Hello! I'm looking for any voice actors out there willing to voice major or minor/background characters in an animation series I plan on doing. Info is below. Just so that you are aware, I won't be able to give any payment for the next few months, so if you want to do it for free that'll be OK (art request are the best I can do for now).

Short summary:
Set in the 1980s, our main character's family has moved to Miami from Massachusetts due to unknown reasons to him. The difference in culture and people has led to an isolated and sheltered life for the main character, besides being with a new friend of similar characteristics. He eventually meets another kid not too much older than he who turns out to have a lot of history with a gang. Problems arise and our main character must learn how to physically and mentally adapt to this new environment.

Major character options:
Jason Landis (main character): www.furaffinity.net/view/47964876/
Allen/Mary Landis (main character's parents): www.furaffinity.net/view/47964945/
Ceres Reynolds (main character's friend): www.furaffinity.net/view/47964922/
Joey Aiello (restaurant manager whom Jason works for): www.furaffinity.net/view/47964959/

It would be preferred if voice actors for adult/teenage characters would be around that age, but I'll accept anyone. I've made a server for easy communication, so DM me if you're interested!


----------



## JollyCooperation (Jul 7, 2022)

Very intriguing. Probably not well suited to voice Joey or Mary, but I'd be willing to give the other 3 a shot. Feel free to give me some lines to read for each, so you can evaluate if I fit any of them. If you wanna broaden your search, I can also recommend you a website for these kind of casting calls that is free to register for :3


----------



## Astrionix (Jul 7, 2022)

JollyCooperation said:


> Very intriguing. Probably not well suited to voice Joey or Mary, but I'd be willing to give the other 3 a shot. Feel free to give me some lines to read for each, so you can evaluate if I fit any of them. If you wanna broaden your search, I can also recommend you a website for these kind of casting calls that is free to register for :3


Awesome!
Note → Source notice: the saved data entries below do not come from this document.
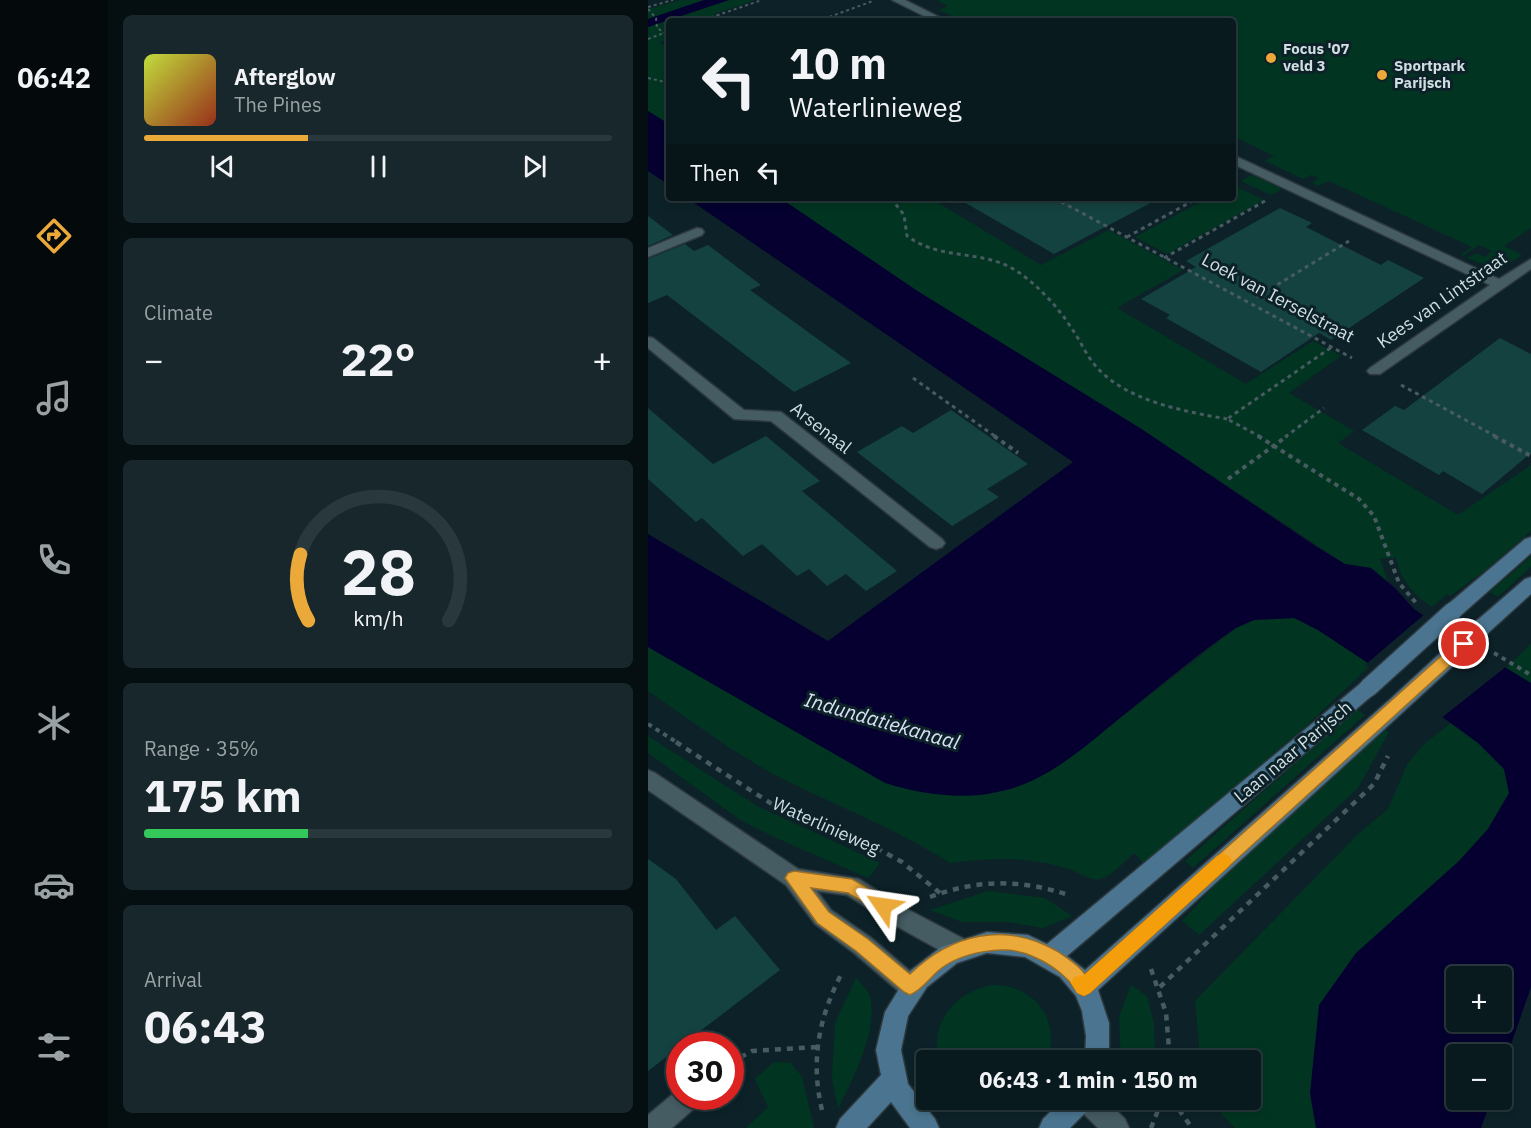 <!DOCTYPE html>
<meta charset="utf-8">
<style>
:root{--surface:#091a1e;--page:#17272b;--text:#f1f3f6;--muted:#99a1a4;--line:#29383c;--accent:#eba93a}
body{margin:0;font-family:"IBM Plex Sans",sans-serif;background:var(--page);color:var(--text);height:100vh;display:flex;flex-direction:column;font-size:22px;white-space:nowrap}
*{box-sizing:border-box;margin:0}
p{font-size:20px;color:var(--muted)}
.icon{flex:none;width:33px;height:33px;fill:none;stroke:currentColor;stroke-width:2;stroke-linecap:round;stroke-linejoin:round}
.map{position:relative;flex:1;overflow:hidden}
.panel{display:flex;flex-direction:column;gap:15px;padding:15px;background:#050e10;width:540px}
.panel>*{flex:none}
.banner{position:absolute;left:18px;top:18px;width:570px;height:183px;border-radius:6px;box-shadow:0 3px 9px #0003,0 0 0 2px var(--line);background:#091a1e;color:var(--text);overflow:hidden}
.tools{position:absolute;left:798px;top:966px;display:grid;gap:12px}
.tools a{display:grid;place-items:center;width:66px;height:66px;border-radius:6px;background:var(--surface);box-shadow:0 3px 9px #0003,0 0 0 2px var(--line);font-size:30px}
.speed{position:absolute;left:18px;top:1032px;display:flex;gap:12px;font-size:30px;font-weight:700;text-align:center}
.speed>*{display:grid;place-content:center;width:78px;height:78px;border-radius:50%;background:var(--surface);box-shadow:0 3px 9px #0003,0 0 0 2px var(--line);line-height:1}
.speed .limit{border:9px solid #d22;background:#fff;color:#111}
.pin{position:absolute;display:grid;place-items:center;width:51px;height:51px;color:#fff;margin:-26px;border:3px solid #fff;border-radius:50%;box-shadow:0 2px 6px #0007}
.me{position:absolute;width:66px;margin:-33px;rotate:302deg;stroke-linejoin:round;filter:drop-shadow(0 0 4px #0008)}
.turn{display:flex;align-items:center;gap:21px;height:126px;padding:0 24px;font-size:27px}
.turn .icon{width:78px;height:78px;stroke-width:2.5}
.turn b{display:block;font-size:42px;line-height:51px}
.then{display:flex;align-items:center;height:57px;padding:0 24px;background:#0003;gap:12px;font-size:22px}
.big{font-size:45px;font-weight:700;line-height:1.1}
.panel .tile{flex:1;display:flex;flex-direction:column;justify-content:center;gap:9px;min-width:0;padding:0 21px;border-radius:9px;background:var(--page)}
.panel .dial{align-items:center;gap:0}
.dial svg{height:156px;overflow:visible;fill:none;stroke:var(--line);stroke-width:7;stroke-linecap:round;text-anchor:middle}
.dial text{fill:var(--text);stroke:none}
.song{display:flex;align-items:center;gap:18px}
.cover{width:72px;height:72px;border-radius:9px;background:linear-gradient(135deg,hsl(70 70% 55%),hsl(10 70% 35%))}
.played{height:6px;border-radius:3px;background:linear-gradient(90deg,var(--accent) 35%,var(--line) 35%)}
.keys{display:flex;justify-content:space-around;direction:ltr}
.heat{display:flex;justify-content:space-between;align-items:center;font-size:33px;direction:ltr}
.charge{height:9px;border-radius:4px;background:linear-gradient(90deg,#34c759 35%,var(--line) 0)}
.trip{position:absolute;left:268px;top:1050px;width:345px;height:60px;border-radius:6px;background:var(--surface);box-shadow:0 3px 9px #0003,0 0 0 2px var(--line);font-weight:700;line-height:60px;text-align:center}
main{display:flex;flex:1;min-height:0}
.tab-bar{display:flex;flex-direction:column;width:108px;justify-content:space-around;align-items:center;background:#040a0c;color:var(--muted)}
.tab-bar .icon{width:42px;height:42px}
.tab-bar .active{color:var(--accent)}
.tab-bar b{font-size:27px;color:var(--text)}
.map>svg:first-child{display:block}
.green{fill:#013521}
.water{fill:#05002f;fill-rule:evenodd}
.pier{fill:#0c2228}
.building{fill:#144240}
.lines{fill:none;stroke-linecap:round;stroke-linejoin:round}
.street-casing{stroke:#2e393f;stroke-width:3}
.secondary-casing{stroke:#2e393f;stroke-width:3}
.path-far3{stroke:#485b61;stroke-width:2;stroke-dasharray:3 3;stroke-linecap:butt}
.path-far2{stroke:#485b61;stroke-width:3;stroke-dasharray:4 4;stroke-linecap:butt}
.path-far1{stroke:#485b61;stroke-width:4;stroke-dasharray:4.5 4.5;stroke-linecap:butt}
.path{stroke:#485b61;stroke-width:4.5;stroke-dasharray:6 6;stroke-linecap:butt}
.street{fill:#455c63;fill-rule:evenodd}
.secondary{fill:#4a748f;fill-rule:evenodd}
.secondary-bridge-casing{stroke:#2e393f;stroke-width:21;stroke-linecap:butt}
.secondary-bridge{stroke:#4a748f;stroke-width:18}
.route{fill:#eba93a;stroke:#996e26;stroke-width:1.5}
.slow{fill:#f59e0b}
.poi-dot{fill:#eba93a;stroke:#0c2228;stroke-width:2}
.labels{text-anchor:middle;stroke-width:6;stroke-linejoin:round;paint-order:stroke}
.far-poi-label{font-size:15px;font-weight:bold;fill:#d1dee2;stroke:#0c2228;text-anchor:start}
.street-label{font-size:18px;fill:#d1dee2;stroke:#0c2228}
.water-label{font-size:20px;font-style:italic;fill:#dce1f7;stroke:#0c2228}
</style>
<main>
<nav class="tab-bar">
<b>06:42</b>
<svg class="icon active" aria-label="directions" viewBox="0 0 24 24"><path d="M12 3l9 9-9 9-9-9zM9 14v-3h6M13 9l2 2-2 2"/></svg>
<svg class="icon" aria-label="music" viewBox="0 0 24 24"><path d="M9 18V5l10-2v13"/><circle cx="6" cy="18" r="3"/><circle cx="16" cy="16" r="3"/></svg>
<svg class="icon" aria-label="phone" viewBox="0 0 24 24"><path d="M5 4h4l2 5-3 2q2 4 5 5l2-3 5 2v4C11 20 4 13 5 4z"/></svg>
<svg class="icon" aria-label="climate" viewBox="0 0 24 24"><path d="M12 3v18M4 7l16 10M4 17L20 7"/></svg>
<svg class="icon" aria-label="car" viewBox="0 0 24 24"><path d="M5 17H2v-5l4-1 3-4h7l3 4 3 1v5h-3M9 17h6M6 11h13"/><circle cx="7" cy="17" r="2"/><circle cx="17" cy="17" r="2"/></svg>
<svg class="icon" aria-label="filters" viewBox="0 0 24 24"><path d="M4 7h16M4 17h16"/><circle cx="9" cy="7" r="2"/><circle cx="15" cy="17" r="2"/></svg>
</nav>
<section class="panel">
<div class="tile">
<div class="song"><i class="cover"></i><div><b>Afterglow</b><p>The Pines</p></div></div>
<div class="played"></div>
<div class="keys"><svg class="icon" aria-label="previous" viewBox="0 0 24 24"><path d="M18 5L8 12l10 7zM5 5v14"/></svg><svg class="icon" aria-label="pause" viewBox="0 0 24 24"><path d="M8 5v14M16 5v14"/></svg><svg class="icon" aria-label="next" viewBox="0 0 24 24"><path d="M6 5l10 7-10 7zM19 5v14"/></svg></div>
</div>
<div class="tile"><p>Climate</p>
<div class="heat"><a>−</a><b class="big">22°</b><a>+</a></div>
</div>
<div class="tile dial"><svg viewBox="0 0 100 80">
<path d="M14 69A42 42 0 1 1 86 69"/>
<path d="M14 69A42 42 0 0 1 10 35" stroke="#eba93a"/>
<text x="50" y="56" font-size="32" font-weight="700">28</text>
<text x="50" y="72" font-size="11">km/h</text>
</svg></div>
<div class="tile"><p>Range · 35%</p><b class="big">175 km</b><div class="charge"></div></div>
<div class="tile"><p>Arrival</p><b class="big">06:43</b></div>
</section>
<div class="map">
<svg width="883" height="1128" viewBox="0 0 883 1128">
<rect width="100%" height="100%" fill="#0c2228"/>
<path class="green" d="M33,0H56L0,19V9Z
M81,0H108L66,14L75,21H21V39L11,42L21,48V124L0,111V27Z
M289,0H883V228L856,246L874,255C857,269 839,267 819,258L828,253L837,257L844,251L831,245L815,256L812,255L824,247L681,181L670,186L664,183L671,178L663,175L655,179L617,161L626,156L585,136V21H325L306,17L291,10L300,6Z
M604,175L634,189L623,195L593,181Z
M585,185L616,200L519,254L487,237L560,198H585Z
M132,198H293L287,201L393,265L461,230L535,270L469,308L598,384L665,341L693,356L641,393L706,431L690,443L810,515L883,465V531L839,569L802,596L799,594L784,607C765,595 753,580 748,558H732L740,582L723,568L697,564L495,430L271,292Z
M883,556V567L850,597L842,592Z
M647,618L670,630L723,665L657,727L496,863L486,853C477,861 464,876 453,879C442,882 428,870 418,868C376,856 344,858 302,863C249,829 191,807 135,779C88,755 44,721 0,691V647L18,658L438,745L588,628L606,620Z
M883,644V772L842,755L856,769L861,793L840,829L811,861L662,1093L668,1128H587L560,1100H603V1060H550L551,1044L547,1001L709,835L740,809L759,765L776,744L803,723L860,670L858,668Z
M709,709L717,715L545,868L537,861Z
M735,729L741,732L710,788L551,935L534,921L578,873Z
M0,736L109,806L232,863L220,878L124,836L91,819L0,753Z
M340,891L397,898L424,916L395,928L359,922H314L282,910Z
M208,978C212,983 220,990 222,996C230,1032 205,1079 190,1109L184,1079L187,1023Z
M345,985C387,985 413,1020 399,1060H291C282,1021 307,992 345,985Z
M483,985L499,996L506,1024L507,1060H473L471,1017Z
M126,1062L143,1063L154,1077L166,1128H98L120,1107L107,1079Z"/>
<path class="water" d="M56,0H81L0,27V19Z
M0,111L21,124V185L0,171Z
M39,198H132L271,292L495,430L669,547L697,564L723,568L747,588L766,609L806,636L883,683V987L854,1070V1054H808V1100H843L833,1128H668L662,1093L671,1005L708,953L811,861L840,829L861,793L856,769L830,743L723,665L670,630L646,618L606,620L588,628C548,655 511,687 473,717C439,745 402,779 358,790C319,801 276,795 237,783L0,647V534L180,641L425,462ZM808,976H854V1022H808Z"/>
<path class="pier" d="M778,613L859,666L792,719L717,665Z"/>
<path class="building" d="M309,198H512L406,254Z
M632,208L664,223L658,227L733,265L740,260L776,278L683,340L671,333L613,372L518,318L522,315L493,299L548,267L538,261Z
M0,216L25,235L0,246Z
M37,244L46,251L60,245L113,285L102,290L203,363L146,392L19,295L0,303V259Z
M852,338L883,354V453L834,494L795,471L791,475L714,430L747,406L756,410Z
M0,408L65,464L118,436L172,481L154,491L249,571L218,591L198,574L179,586L161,569L149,576L114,544L95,556L54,518L48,522L0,479Z
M303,410L380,464L339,489L351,497L304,526L209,452L254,426L265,433Z
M0,859L28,879L68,930L87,916L132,970L0,1071Z"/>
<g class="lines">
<g class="street-casing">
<path id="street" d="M244,0H257L299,21H286Z
M585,155L851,279L883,259V269L732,374H722L719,371L722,368L842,285L585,164Z
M49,228L54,229L56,232L54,235L0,257V248Z
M0,337L5,338L96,410L133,412L294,539L297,543L294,547L288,549L282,547L123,421L86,419L0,348Z
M0,770L7,773L150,869L211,879L257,908L320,941L324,949L320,957L312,960L304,957L241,922L199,895L169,891L183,910L222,937L270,978L274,986L270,994L262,997L254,994L206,953L167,924L138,885L0,790Z
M32,1088V1096H53L50,1105L24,1128H0V1115Z
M427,1100H458L477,1119L481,1128H450L431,1109Z"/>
</g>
<g class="secondary-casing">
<path id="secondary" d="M883,537V553L812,616L805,618L798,616L796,611L798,606L877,539Z
M883,577V594L840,633L833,635L826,633L824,628L826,623L877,579Z
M720,680L727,683L730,688L727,693L419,956L437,970L740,701L747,699L754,701L757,707L754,713L450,990L461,1023V1060H437L438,1036L434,1011L428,996L412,977L377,957L339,953L309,963L279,987L260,1016L253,1050L260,1084L287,1119L291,1128H262L243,1102L219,1128H188L192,1119L233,1075L228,1050L237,1012L262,971L293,947L339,932L380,935L399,944L713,683Z
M414,1100H445L441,1109L422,1128H391L395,1119Z"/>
</g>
<path class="path-far3" d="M0,7L25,0
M0,9L8,18L9,28L17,33
M51,21L70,15
M82,21L70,15L114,0
M170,21L225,1
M0,39L21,31
M0,78L21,83"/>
<path class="path-far2" d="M243,198L256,215L259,236C293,261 333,249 367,270C388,283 411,308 424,329C432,340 437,353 446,364C476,401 535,411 579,419
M406,198L704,358
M479,237L550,198
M516,258L617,201
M609,297L701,241
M265,378L348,437
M753,385L849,437
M613,437L579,419L684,347
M637,437L676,408"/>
<path class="path-far1" d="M346,436L370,453
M610,436L711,499L726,516L751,583L769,604
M846,436L883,456
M580,479L639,436
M846,653L883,675
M0,724L30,743"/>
<path class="path" d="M28,742L130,808L214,840L254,862L292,893
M282,897C330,879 375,879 423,896
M503,969L518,1013L522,1060
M512,987L726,784L740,756
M82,1063L104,1051L169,1047
M524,1100L544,1128
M174,1110C162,1060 171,1016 195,971
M503,1128L514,1100"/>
<use href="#street" class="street"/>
<use href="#secondary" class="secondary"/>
<g class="secondary-bridge-casing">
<path id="secondary-bridge" d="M720,688L805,611
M747,707L833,628"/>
</g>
<use href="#secondary-bridge" class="secondary-bridge"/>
</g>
<path class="route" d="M816,638L821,640L823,644L821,648L442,993L436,996C427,993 426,987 420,980C411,971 398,962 386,957C359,943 312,952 290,971C281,979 274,990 262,995L256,992L208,951L169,923L137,878L140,873L146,871L204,879L241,900L244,906L241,911L235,914L200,893L163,888L181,912L220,939L262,974C303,934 357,921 409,951C419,958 430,964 437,974L811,640Z"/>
<path class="slow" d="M575,853L581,856L584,861L581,866L442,993L436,996L429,993L423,983L426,977L436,975L569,856Z"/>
<g class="poi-dot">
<circle cx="623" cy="58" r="6"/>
<circle cx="734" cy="75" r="6"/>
</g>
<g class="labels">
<g class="far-poi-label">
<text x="635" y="54">Focus '07<tspan x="635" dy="17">veld 3</tspan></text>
<text x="746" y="71">Sportpark<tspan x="746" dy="17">Parijsch</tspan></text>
</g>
<g class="street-label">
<text transform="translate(630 298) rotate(28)" y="6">Loek van Ierselstraat</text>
<text transform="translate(794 300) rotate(-35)" y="6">Kees van Lintstraat</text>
<text transform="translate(173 428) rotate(38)" y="6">Arsenaal</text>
<text transform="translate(645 752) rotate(-40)" y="6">Laan naar Parijsch</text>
<text transform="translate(178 826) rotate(24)" y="6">Waterlinieweg</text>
</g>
<g class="water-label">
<text transform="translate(234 721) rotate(16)" y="7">Indundatiekanaal</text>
</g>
</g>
</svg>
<div class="tools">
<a>+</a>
<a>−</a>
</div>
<div class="speed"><div class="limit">30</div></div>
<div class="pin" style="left:816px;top:644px;background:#d93025"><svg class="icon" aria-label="arrive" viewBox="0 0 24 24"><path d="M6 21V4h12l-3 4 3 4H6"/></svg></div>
<svg class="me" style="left:235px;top:906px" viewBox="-20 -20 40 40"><path d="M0-17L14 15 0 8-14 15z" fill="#eba93a" stroke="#fff" stroke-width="4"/></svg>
<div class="trip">06:43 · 1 min · 150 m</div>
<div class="banner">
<div class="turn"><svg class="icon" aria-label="left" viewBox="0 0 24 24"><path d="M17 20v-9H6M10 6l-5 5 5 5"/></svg><div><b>10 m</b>Waterlinieweg</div></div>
<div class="then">Then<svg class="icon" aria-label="left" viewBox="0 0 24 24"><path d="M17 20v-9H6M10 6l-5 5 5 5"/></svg></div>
</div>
</div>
</main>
Do you have a Discord?


----------



## Jenny Kasilla (Jul 8, 2022)

Something you might want to consider to broaden your search is sometimes the big Companies will use Female VA's for the kids, even the boys, in their productions.
Try to keep an open mind.
I have never done any Voice Acting, but I am interested in the experience. I would be interested in possibly Mary. Since I don't really have much control over my mixed accent I think there would have to be some lea way for artistic license.
Let me know if you want me to PM you with further details so we can maybe work something out.


----------



## Astrionix (Jul 11, 2022)

UPDATE FOR PEOPLE LOOKING FOR ROLES
Roles have been chosen for Jason, Mary, Ceres, and Joey


----------



## Astrionix (Jul 11, 2022)

UPDATE 2
All major roles have been chosen so the only option are bg/minor until later development


----------